Desaprender a lição é a ousadia sana para a pesquisa na ciência, nas artes, na psicanálise e em qualquer área do conhecimento

Redação Jornal de Brasília

07/07/2021 13h49

No mais recente livro do poeta Affonso Romano de Sant’Anna —“Entre leitor e autor”, editado pela Rocco em 2015, encontrei uma crônica ou um pequeno ensaio que me parece pertinente quando se faz um link entre Literatura e Psicanálise.

“Desaprendendo a lição” é uma pequena aula que Affonso nos oferece, alertando sobre os cuidados que se deve ter quando alguém quer aprender alguma coisa. Tanto na vida, na poética, quanto nas ciências, desaprender hoje, é uma conduta metodológica. Esvaziar o saber anterior, os pré-conceitos, os a priori para deixa limpo o campo de observação de novos fenômenos. O nosso poeta traz uma frase intrigante de Roland Barthes: “há uma idade em que se ensina o que sabe, mas em seguida vem outra idade em que se ensina o que não se sabe”. Adiante, retomando Barthes, cita: “E num seminário em Paris, praticando a errância do saber, propôs aos alunos que o encontro da classe não tivesse tema preterminado. O desejo insconsciente de saber é que deveria aflorar o tema”. Lembrei-me da dinâmica de uma sessão de psicanálise – a atenção flutuante e as associações livres de ideias do analista e do analizando criam ou fazem surgir temas a serem analizados. Sabemos que é desastroso quando um analizando faz força para trazer um assunto para a sessão! “Desejar o saber é uma primeira etapa, mas saber desejar é uma refinada atitude. Entre um e outro vai à distância do canibal ao gourmet”, adverte Affonso em seu texto.

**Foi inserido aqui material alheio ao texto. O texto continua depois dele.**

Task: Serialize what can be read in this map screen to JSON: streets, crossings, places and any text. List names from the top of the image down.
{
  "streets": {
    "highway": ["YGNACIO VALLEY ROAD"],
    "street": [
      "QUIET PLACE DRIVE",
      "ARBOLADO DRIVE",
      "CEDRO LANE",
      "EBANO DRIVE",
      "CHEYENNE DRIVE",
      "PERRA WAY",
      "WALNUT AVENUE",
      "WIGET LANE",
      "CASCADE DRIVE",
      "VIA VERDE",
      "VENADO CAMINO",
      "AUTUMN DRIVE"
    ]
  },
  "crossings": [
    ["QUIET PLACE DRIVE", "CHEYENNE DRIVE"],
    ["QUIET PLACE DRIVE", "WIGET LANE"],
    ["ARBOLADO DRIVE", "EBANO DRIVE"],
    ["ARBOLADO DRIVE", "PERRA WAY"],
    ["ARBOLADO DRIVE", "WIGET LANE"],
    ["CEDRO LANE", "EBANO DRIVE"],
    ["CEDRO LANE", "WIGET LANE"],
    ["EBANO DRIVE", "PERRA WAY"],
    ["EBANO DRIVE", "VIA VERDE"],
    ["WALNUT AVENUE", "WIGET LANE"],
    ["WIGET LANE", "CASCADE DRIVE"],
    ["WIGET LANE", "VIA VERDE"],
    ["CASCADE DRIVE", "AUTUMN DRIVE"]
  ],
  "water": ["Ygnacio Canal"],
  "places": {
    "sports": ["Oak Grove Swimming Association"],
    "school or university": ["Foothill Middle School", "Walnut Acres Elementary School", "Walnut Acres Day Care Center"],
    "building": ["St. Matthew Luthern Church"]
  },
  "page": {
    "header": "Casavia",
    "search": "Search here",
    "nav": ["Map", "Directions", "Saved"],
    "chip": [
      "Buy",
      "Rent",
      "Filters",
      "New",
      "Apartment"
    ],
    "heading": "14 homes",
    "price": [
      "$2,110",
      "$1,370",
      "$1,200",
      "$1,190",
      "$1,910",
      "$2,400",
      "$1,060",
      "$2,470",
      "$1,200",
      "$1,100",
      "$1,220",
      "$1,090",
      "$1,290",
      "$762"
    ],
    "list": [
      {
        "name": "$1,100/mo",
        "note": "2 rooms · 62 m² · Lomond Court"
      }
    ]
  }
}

Se a verdade é a finalidade do desejo de quem quer se conhecer, volto ao escrito do nosso poeta e o cito: ”Tinha razão o polifônico Sócrates: “a verdade não está com os homens, mas entre os homens”. Veja, caro leitor, como é divina a contribuição do escritor, do poeta, da poesia e da literatura ao fazer analítico — hoje, em psicanálise, falamos de psicanálise vincular, ou seja, uma análise que vai se fazer no encontro de duas mentes, a do analista e do analizando, escrevendo uma história inédita dos dois e assim, conhecendo o funcionamento mental da dupla, de cada um, hoje, no presente  trazendo padrões de experiências passadas. Uma sessão é sempre sobre o presente, pois o passado e o futuro(a memória e fantasias) são presentificados. Borges, Jorge Luis Borges, o nosso poeta vizinho, argentino e do mundo, escreve  falando a propósito da Eternidade, que só temos um tempo —-o tempo do presente.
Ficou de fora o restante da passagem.